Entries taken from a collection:
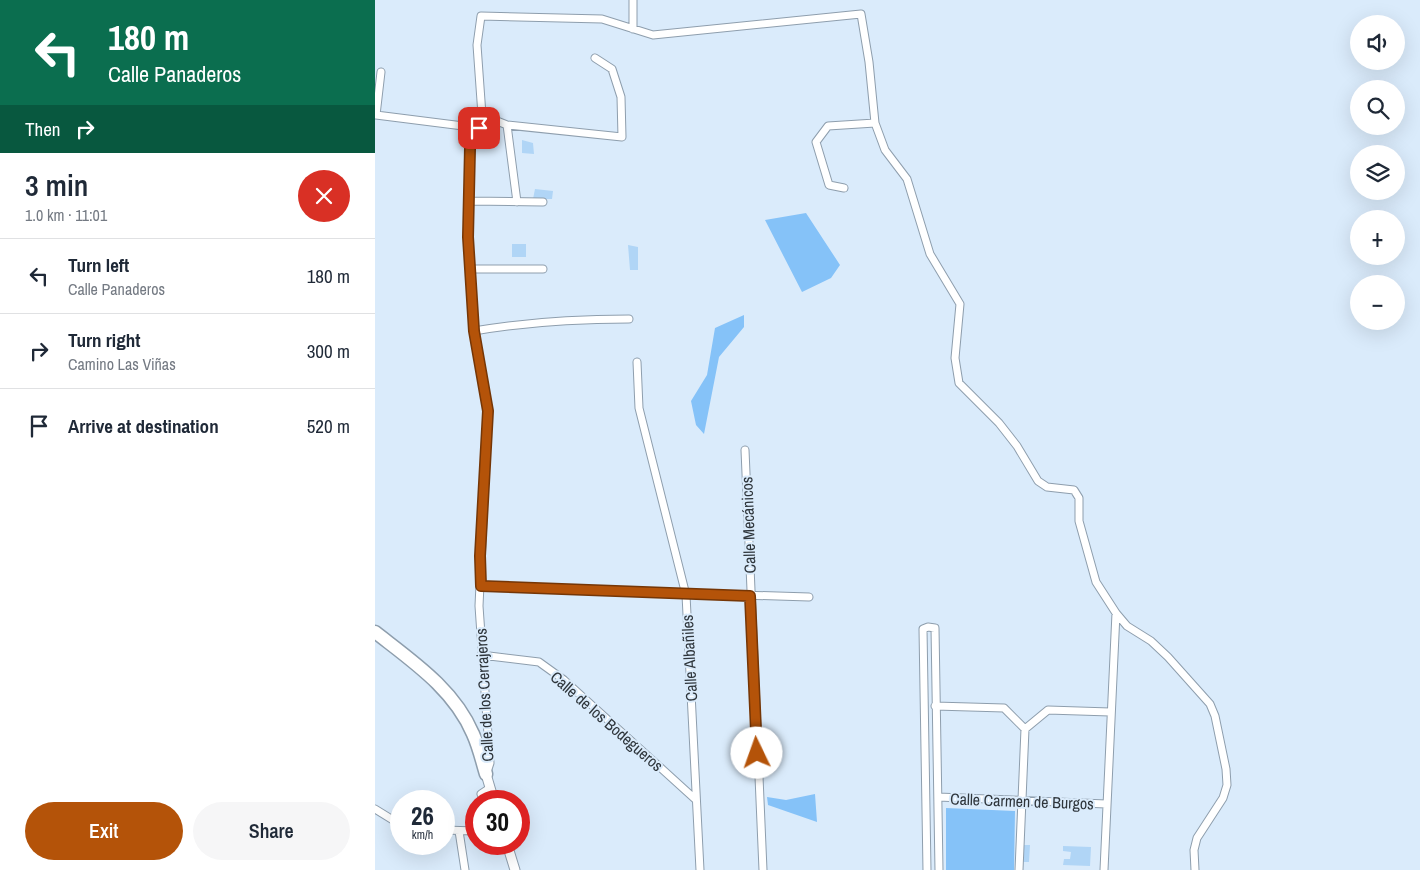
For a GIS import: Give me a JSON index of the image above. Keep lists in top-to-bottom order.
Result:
{
  "streets": {
    "main road": ["Calle de los Cerrajeros"],
    "street": [
      "Calle Mecánicos",
      "Calle Albañiles",
      "Calle de los Bodegueros",
      "Calle Carmen de Burgos"
    ]
  },
  "crossings": [
    ["Calle Albañiles", "Calle de los Bodegueros"],
    ["Calle de los Cerrajeros", "Calle de los Bodegueros"]
  ],
  "page": {
    "turn": ["180 m", "Calle Panaderos"],
    "map_buttons": ["+", "−"],
    "then": "Then",
    "heading": ["3 min", "1.0 km · 11:01"],
    "list": [
      {
        "name": "Turn left",
        "note": "Calle Panaderos",
        "value": "180 m"
      },
      {
        "name": "Turn right",
        "note": "Camino Las Viñas",
        "value": "300 m"
      },
      {
        "name": "Arrive at destination",
        "value": "520 m"
      }
    ],
    "speed": "26 km/h",
    "limit": "30",
    "buttons": ["Exit", "Share"]
  }
}
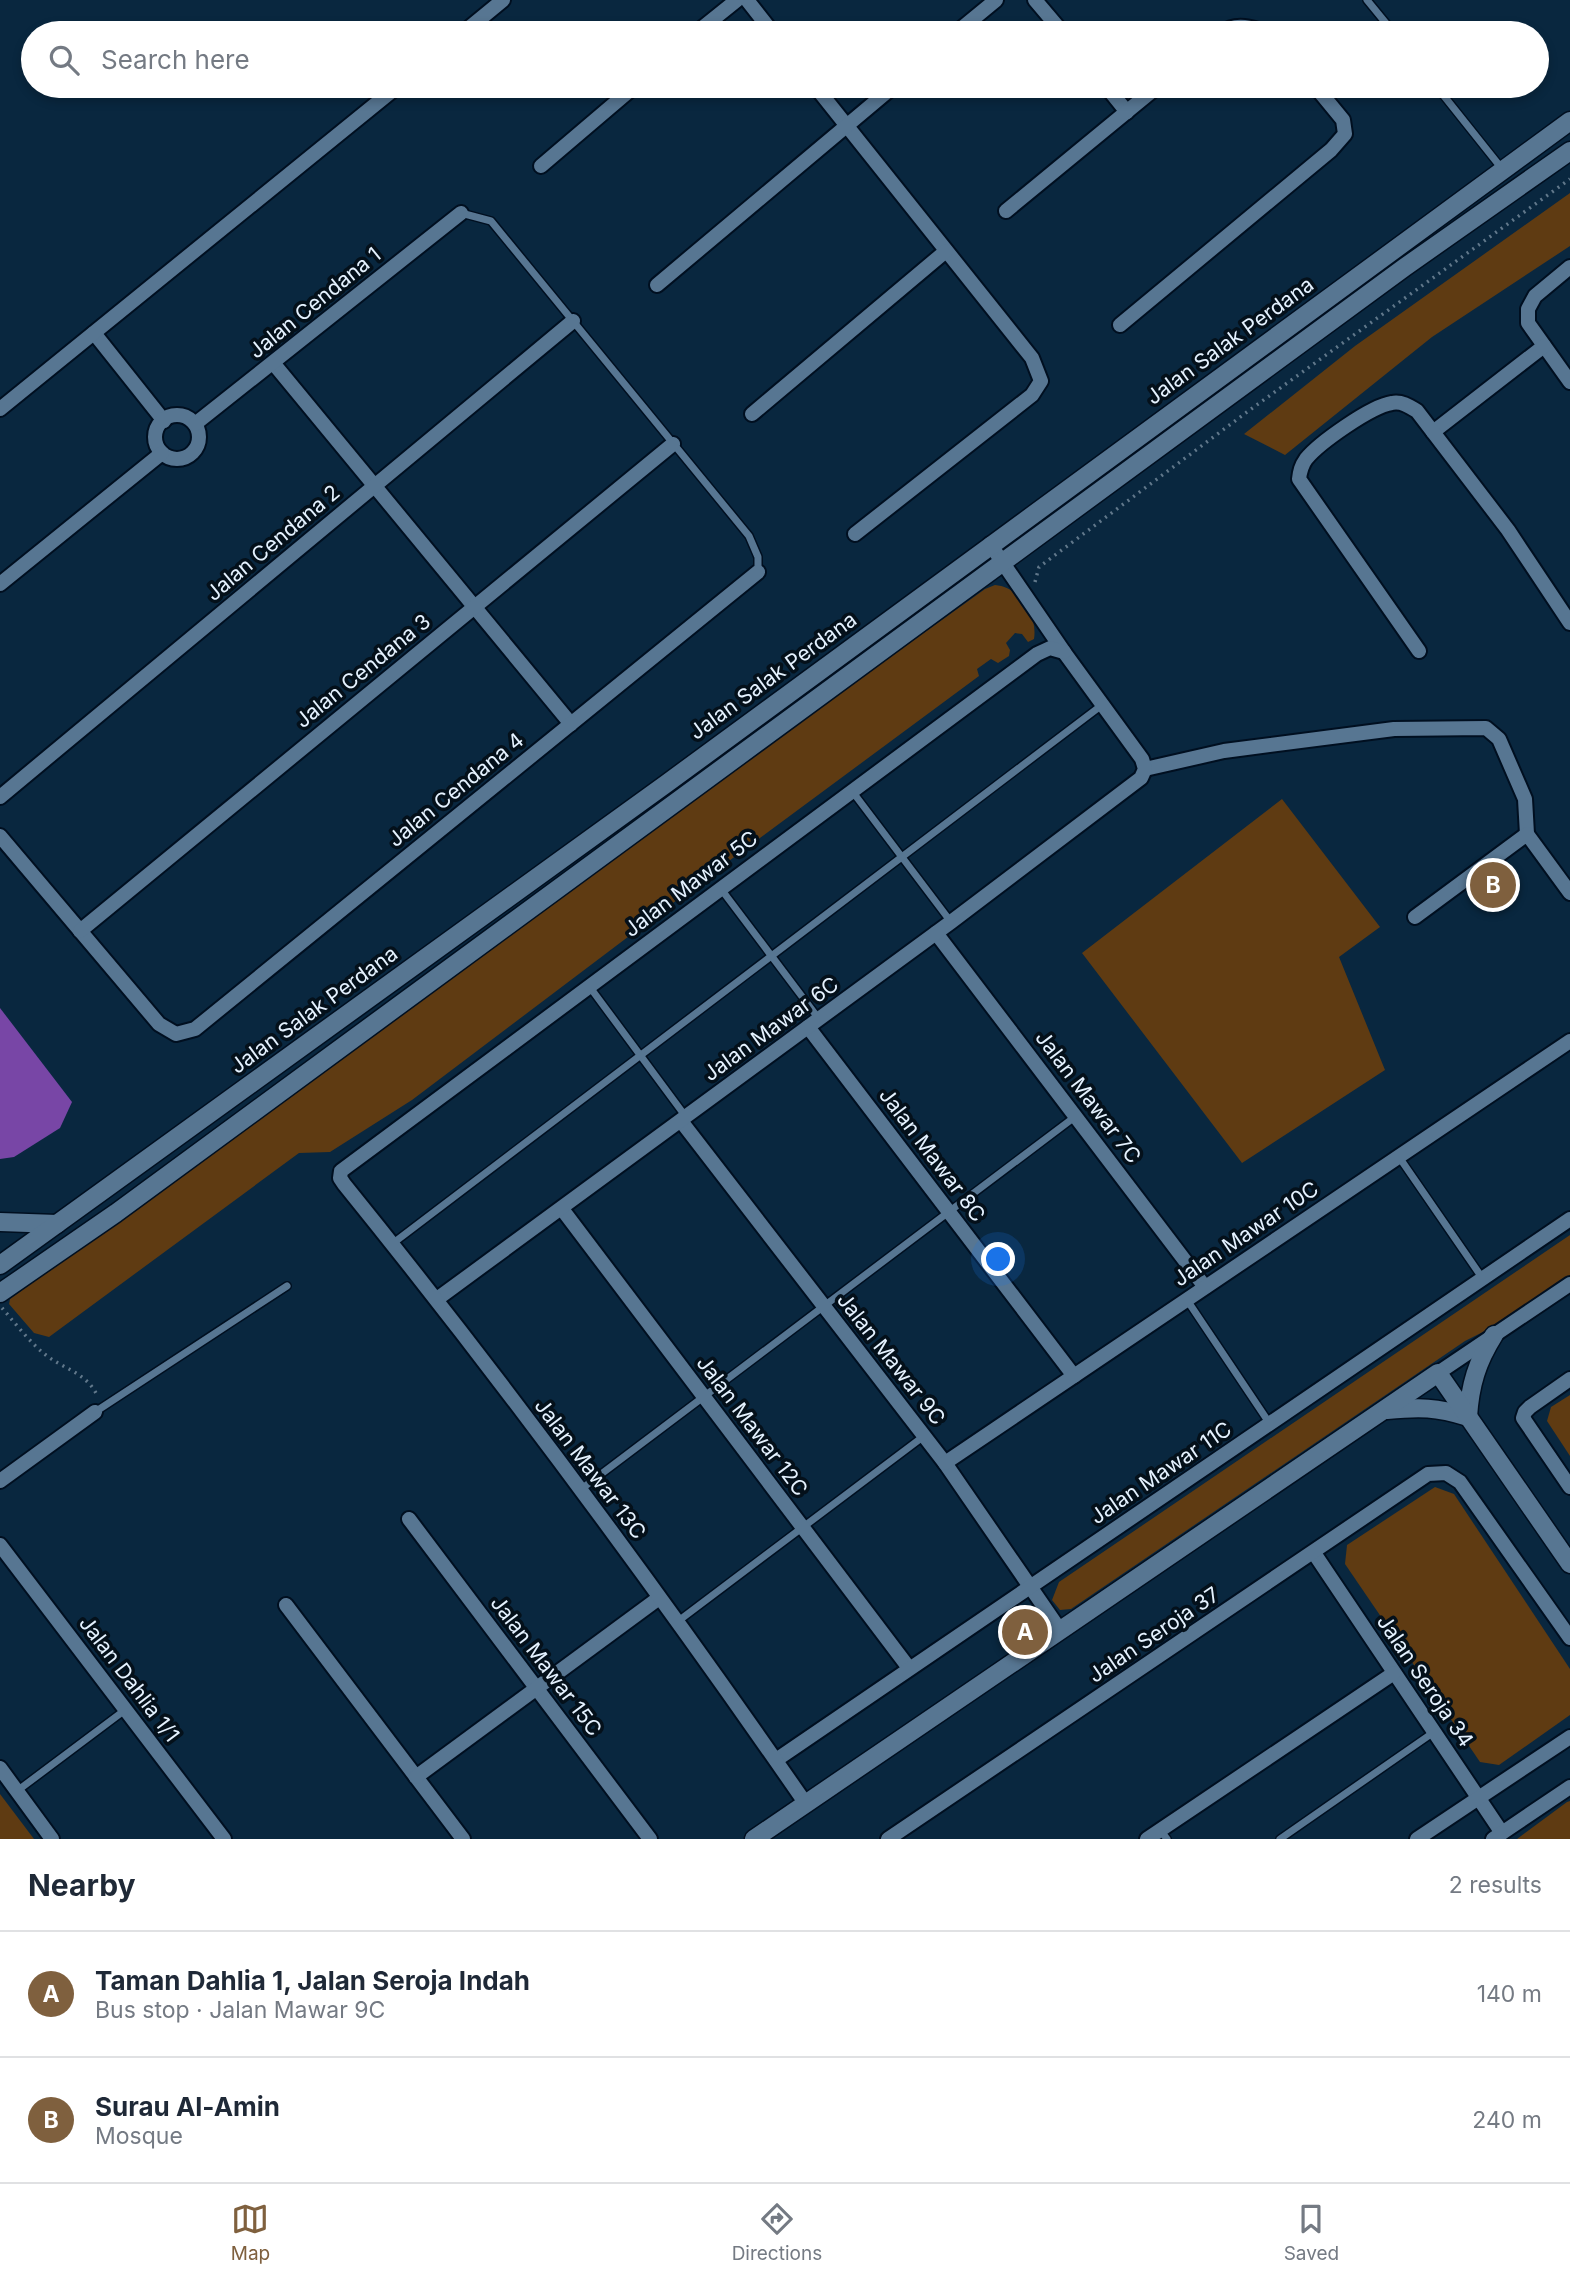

» **Work required**
All lines in the records above that contain "name" are to be reported.

» **Task solution**
        "name": "Turn left",
        "name": "Turn right",
        "name": "Arrive at destination",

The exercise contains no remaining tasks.